The Section spécialisée en violence conjugale has the mandate to regulate intimate partner violence prevention and investigation practices at the SPVM.
This section is comprised of a commander, a lieutenant detective, a research officer, four sergeant detectives, a consulting officer and a community consultation officer, who are trained and specialized in intimate partner violence. This team is also supported by a liaison officer from the Centre d’aide aux victimes d’actes criminels (CAVAC) in Montréal.
The Section has a specialized investigation unit. This unit deals with intimate partner violence complaints which require special attention or when a high level of dangerousness or high risk of homicide has been identified.
Thus, the investigators handle sensitive cases or cases involving sensitive criteria, including for instance prior history of intimate partner violence, the objective seriousness of the assault (strangulation, injuries); significant increase in the frequency and severity of the violence and coercive control, or harassment.
The investigators set up interventions aimed at regulating the follow-up and tightening up of surveillance of attackers after they are discharged to check whether they comply with the conditions laid down by the Court.
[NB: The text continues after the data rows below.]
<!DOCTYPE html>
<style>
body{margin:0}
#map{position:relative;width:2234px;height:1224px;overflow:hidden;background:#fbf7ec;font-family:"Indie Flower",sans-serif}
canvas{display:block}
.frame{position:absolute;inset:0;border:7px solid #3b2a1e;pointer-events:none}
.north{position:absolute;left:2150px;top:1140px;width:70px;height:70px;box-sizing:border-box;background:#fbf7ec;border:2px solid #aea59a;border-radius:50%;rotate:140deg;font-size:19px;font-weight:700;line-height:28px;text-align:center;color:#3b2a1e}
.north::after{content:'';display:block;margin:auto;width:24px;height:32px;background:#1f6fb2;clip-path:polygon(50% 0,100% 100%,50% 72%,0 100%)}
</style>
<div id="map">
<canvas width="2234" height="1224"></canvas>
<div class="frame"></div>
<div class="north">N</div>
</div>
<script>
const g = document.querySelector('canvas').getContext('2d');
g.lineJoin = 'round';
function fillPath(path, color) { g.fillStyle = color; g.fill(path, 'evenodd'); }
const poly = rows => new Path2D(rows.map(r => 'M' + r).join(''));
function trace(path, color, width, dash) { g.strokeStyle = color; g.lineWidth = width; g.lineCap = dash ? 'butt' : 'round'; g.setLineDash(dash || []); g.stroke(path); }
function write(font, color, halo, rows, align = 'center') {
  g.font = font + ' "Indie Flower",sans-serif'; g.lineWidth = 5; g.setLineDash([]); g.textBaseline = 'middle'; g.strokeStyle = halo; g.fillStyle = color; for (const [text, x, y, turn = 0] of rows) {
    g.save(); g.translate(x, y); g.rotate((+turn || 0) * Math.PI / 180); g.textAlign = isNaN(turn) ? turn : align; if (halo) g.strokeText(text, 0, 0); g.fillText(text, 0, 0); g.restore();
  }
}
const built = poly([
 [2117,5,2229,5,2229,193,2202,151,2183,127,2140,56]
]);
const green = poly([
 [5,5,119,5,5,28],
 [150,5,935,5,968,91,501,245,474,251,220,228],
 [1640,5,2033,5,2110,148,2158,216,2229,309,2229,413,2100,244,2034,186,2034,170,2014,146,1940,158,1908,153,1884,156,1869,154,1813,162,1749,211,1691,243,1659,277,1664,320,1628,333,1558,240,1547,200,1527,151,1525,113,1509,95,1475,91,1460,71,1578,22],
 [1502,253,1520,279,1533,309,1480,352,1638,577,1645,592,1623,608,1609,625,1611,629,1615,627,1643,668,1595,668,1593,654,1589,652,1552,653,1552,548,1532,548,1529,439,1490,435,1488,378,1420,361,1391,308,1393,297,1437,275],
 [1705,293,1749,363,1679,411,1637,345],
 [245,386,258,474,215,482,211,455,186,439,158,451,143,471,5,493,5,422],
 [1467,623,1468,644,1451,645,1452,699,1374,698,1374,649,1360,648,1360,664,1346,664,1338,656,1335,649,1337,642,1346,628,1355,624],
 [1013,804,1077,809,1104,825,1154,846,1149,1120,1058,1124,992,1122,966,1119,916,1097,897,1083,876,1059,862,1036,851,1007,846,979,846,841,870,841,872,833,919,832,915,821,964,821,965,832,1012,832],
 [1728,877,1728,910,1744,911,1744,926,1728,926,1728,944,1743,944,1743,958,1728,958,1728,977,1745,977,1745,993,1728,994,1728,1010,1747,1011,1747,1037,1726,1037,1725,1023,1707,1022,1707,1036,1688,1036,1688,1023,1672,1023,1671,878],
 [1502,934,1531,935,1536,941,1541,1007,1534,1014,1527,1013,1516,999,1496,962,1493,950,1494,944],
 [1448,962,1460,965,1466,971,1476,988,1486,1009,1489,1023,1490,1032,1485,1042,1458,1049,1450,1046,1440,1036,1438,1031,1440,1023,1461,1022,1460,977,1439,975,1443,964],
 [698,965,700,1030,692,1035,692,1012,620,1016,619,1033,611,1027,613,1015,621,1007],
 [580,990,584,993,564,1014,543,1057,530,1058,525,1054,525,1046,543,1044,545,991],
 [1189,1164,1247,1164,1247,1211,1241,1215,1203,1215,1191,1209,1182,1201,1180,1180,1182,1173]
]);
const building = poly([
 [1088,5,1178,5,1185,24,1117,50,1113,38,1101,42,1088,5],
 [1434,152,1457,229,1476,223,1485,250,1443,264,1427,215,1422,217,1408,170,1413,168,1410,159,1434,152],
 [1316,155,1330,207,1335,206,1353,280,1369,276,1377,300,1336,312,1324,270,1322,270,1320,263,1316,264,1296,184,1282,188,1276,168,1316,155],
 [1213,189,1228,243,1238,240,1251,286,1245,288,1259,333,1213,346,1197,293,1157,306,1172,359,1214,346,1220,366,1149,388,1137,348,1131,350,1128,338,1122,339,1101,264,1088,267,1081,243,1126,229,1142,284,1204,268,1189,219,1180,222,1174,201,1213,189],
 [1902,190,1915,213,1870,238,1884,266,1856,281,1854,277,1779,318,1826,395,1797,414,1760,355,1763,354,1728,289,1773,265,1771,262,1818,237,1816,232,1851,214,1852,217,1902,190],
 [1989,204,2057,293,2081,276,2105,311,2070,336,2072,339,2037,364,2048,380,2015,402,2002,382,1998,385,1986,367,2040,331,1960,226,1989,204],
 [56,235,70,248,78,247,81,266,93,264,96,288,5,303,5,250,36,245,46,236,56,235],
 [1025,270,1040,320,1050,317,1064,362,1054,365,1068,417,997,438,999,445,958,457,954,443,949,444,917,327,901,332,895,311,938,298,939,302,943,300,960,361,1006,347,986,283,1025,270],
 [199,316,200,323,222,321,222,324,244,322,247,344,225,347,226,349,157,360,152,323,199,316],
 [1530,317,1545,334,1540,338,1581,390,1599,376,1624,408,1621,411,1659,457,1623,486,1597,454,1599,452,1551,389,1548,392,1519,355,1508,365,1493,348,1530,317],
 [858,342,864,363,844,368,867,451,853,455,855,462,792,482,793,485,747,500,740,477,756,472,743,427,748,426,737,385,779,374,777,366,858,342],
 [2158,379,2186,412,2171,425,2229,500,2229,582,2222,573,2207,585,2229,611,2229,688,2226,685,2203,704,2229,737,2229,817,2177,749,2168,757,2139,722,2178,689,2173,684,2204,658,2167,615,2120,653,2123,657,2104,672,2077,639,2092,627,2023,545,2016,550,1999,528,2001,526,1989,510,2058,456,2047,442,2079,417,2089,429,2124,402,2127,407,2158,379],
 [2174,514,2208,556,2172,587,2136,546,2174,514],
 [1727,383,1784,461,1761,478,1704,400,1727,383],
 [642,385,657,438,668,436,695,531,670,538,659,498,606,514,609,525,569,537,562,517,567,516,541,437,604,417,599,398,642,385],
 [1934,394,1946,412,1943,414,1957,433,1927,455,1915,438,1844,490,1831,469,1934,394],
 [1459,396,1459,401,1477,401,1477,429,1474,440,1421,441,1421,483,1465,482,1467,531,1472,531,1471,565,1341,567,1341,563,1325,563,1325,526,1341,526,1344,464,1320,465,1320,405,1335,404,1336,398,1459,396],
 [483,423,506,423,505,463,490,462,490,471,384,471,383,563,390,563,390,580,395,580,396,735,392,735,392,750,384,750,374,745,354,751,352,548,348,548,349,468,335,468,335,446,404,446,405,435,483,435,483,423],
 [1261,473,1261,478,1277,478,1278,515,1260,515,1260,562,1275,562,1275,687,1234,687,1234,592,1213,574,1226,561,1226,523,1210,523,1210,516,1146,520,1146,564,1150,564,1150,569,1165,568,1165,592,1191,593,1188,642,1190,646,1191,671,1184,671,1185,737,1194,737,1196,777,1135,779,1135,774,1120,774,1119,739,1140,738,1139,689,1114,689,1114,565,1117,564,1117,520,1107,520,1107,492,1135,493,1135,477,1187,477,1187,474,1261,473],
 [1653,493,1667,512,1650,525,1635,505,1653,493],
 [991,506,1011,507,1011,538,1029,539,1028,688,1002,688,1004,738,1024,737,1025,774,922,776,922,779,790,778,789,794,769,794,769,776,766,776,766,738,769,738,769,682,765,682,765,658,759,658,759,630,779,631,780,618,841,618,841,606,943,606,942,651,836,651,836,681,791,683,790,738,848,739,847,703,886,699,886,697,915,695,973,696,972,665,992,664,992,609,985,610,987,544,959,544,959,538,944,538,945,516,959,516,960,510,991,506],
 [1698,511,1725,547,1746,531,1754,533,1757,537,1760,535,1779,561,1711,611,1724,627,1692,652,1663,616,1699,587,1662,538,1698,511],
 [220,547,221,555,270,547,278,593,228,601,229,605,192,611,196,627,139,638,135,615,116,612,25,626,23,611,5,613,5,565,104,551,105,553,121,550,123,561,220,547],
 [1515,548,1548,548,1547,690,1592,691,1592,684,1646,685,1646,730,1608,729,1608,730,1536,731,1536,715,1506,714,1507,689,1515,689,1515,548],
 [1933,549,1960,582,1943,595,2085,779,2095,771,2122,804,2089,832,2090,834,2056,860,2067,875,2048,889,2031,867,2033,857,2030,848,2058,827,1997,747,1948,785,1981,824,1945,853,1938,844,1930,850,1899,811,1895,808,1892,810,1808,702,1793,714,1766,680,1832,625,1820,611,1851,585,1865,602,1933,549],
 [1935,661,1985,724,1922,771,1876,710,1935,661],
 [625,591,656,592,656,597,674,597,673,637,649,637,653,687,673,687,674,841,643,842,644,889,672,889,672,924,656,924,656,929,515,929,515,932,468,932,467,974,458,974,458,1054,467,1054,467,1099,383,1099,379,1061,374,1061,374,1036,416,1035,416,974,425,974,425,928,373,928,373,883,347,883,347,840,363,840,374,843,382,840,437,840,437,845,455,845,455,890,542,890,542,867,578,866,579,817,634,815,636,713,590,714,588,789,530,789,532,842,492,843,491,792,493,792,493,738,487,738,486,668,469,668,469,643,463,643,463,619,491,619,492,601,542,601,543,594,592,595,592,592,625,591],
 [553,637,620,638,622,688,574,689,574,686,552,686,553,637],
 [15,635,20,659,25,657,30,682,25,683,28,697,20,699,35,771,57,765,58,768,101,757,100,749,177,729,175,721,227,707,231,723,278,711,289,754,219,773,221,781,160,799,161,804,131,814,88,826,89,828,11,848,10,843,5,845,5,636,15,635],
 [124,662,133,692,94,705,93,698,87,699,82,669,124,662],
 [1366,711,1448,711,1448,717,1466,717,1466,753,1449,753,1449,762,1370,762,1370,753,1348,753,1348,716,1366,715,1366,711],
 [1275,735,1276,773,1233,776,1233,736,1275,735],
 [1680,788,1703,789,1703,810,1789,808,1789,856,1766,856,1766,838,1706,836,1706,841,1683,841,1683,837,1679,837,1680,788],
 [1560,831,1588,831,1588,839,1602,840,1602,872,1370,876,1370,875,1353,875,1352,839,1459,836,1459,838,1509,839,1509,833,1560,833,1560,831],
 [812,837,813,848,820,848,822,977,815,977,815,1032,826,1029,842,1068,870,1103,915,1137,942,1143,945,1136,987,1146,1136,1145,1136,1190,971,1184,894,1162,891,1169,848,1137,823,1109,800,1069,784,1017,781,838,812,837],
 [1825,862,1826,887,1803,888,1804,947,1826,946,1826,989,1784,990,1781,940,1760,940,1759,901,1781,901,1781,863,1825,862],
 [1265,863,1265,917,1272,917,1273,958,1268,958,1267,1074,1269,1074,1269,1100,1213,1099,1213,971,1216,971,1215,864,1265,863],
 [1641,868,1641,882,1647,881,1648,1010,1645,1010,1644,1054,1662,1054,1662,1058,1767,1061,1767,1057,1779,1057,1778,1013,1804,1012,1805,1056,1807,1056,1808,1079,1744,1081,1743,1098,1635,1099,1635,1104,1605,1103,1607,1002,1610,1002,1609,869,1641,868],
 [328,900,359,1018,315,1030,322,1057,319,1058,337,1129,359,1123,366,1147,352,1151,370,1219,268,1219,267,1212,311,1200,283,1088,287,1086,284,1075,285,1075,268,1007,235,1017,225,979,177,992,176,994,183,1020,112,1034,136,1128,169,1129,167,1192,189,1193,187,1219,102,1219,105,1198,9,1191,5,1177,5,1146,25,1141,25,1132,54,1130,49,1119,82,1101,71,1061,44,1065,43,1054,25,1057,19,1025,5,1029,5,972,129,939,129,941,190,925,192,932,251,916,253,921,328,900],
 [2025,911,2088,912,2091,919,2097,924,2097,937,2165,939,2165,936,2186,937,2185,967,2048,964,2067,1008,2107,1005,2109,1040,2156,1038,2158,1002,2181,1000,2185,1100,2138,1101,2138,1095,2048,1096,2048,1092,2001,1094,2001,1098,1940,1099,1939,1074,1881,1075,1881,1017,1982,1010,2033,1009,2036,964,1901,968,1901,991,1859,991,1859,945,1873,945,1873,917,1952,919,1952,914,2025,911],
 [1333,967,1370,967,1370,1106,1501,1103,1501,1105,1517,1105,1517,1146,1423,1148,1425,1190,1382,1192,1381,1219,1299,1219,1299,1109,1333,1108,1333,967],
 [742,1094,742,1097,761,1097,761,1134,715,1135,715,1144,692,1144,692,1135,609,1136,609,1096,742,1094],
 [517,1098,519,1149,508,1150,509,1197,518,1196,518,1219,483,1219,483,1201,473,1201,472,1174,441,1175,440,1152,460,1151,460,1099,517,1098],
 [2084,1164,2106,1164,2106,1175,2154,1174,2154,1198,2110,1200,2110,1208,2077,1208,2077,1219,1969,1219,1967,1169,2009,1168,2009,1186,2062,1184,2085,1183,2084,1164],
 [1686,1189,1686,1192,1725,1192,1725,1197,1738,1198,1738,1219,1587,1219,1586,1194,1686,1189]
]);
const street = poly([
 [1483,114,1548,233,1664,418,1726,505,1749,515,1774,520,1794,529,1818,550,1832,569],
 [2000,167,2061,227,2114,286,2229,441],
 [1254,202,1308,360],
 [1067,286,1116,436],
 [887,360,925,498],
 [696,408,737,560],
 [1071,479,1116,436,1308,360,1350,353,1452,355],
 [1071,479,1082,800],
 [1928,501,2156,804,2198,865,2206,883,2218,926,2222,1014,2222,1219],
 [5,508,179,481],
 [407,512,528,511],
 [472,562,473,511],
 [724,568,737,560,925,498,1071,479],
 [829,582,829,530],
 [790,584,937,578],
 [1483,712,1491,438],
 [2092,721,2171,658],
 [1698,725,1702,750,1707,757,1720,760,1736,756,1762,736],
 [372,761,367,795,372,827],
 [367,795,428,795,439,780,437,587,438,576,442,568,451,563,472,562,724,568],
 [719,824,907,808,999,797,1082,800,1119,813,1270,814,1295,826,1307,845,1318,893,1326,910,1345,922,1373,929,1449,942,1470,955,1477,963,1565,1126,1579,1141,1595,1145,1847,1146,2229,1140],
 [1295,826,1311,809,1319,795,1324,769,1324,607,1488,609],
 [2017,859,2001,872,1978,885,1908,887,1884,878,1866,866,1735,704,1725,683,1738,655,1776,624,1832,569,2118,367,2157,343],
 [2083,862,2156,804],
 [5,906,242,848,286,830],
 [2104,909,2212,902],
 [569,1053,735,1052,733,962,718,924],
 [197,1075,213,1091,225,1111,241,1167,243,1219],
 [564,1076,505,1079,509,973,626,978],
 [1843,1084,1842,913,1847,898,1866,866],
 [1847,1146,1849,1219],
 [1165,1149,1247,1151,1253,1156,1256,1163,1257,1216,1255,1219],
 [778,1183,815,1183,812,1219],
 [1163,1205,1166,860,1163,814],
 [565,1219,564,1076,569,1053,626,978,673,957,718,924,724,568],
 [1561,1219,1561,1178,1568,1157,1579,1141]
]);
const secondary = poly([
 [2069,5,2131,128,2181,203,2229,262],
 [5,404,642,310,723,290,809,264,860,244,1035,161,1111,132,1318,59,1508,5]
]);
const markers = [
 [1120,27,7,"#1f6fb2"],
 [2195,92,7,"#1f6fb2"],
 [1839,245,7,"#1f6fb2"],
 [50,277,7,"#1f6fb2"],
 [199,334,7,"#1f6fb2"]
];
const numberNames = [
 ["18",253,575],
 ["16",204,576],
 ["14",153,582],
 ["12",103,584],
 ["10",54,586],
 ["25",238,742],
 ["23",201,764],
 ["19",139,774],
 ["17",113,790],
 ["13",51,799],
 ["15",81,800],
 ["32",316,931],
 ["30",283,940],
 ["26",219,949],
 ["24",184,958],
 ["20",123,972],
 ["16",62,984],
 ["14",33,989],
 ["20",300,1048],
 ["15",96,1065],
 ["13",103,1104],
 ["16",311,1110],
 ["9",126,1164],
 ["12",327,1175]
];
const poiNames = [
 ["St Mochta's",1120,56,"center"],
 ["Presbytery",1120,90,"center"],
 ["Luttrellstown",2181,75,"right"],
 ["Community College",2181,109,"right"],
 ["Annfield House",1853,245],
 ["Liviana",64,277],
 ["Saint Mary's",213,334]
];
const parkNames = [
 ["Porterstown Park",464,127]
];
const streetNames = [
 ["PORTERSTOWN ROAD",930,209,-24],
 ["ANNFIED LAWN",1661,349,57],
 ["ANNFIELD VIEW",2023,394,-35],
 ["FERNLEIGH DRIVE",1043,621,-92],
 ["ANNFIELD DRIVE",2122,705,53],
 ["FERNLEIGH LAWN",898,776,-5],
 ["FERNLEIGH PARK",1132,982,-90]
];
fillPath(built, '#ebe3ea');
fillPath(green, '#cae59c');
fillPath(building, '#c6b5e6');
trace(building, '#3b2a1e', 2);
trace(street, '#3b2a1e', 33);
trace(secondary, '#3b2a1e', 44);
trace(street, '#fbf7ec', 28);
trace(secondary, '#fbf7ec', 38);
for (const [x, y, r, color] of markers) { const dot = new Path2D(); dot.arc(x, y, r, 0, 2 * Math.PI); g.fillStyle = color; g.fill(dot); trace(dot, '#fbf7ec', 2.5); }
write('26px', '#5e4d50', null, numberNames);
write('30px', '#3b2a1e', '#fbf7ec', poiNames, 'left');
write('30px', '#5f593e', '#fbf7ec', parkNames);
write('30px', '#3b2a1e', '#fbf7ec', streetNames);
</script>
In close collaboration with the SSVC, priority action relating to cases considered to be urgent is taken by the investigation centres.
The investigators also play an advisory role to the investigators at the SPVM investigation centres. By focusing on intimate partner violence investigations, the members of this unit develop in-depth expertise on intimate partner violence which they share for the benefit of their colleagues.
The Section spécialisée en violence conjugale consults and liaises with all players in the institutional, community and judicial environment at corporate level. This partnership enables psychosocial, medical, police and legal resources to build a safety net around victims.
Moreover, this prevents victims from having to carry out numerous steps, such as obtaining psychosocial services that they need or finding their way through the legal process.
This partnership provides victims access to services throughout the process. This support aims to make it easier to report intimate partner violence to the police, improve victims’ experience across the judicial system and increase their sense of justice.
In many respects, this partnership also helps SSVC staff to understand the realities faced by intimate partner violence victims and the various options available to them both within and outside the judicial system.
By having specialized investigators, the Section can provide more personalized support to victims which responds to their specific realities and needs.
The SPVM considers that this way of conducting investigations helps to prevent more domestic homicides. In addition, the Section’s consulting officer and community consultation officer constantly make sure that the mechanisms aimed at preventing and detecting risky situations are reinforced.
To curb intimate partner violence on a long-term basis, the SPVM also wants to take preventative action by orienting attackers to community and health organizations that can help them.
For many victims, therapeutic treatment of perpetrators of violence is important. In addition, many organizations consider that rehabilitation of perpetrators of violence is the best way of ensuring public safety in the long term.
In this respect, local police stations 15, 16, 21, 22 and 38 are taking part in a pilot project to refer attackers to help resources, in partnership with the CIUSSS du Centre-Sud, the CLSCs Verdun and Jeanne-Mance and the Clinique communautaire de Pointe-Saint-Charles, starting this fall for a one-year period.
The SPVM introduced a community of practice in relation to intimate partner violence in 2006. It is one of its best practices. It provides for one resource person in intimate partner violence matters at each local police station and investigation centre. This best practice is continuing.
Thus, each local police station has a police officer specializing in domestic and intrafamily violence who meets every new police officer in their unit to remind them about their role and duties in this area, and inform them about local organizations and partners. Lieutenant detectives play more or less the same role at the four SPVM investigation centres.
Networking meetings enable police officers specializing in domestic and intrafamily violence to maintain good relationships between the community of practice and local partners. Police officers specializing in domestic and intrafamily violence align with local partners to make presentations to promote healthy romantic relationships.
Expertise and new ways of doing things developed in the Section spécialisée en violence conjugale are available for use within the community of practice. In some cases, they may encourage and support changes to practices in the Service.
At the same time as the creation of the Section, the Division de la prévention et de la sécurité urbaine is already conducting various promising projects with its partners mainly in relation to research and prevention.
These initiatives facilitate new ways of doing things in relation to intimate partner violence. For example, introducing professional development for police officers on intimate partner violence is one of the first steps towards improving victim support.
All stakeholders who work with victims, regardless of their scope of practice, are concerned by the myths and prejudices, the consequences of trauma, the distinctive features of intimate partner violence, the specific needs of certain groups of victims and the rights and remedies of victims.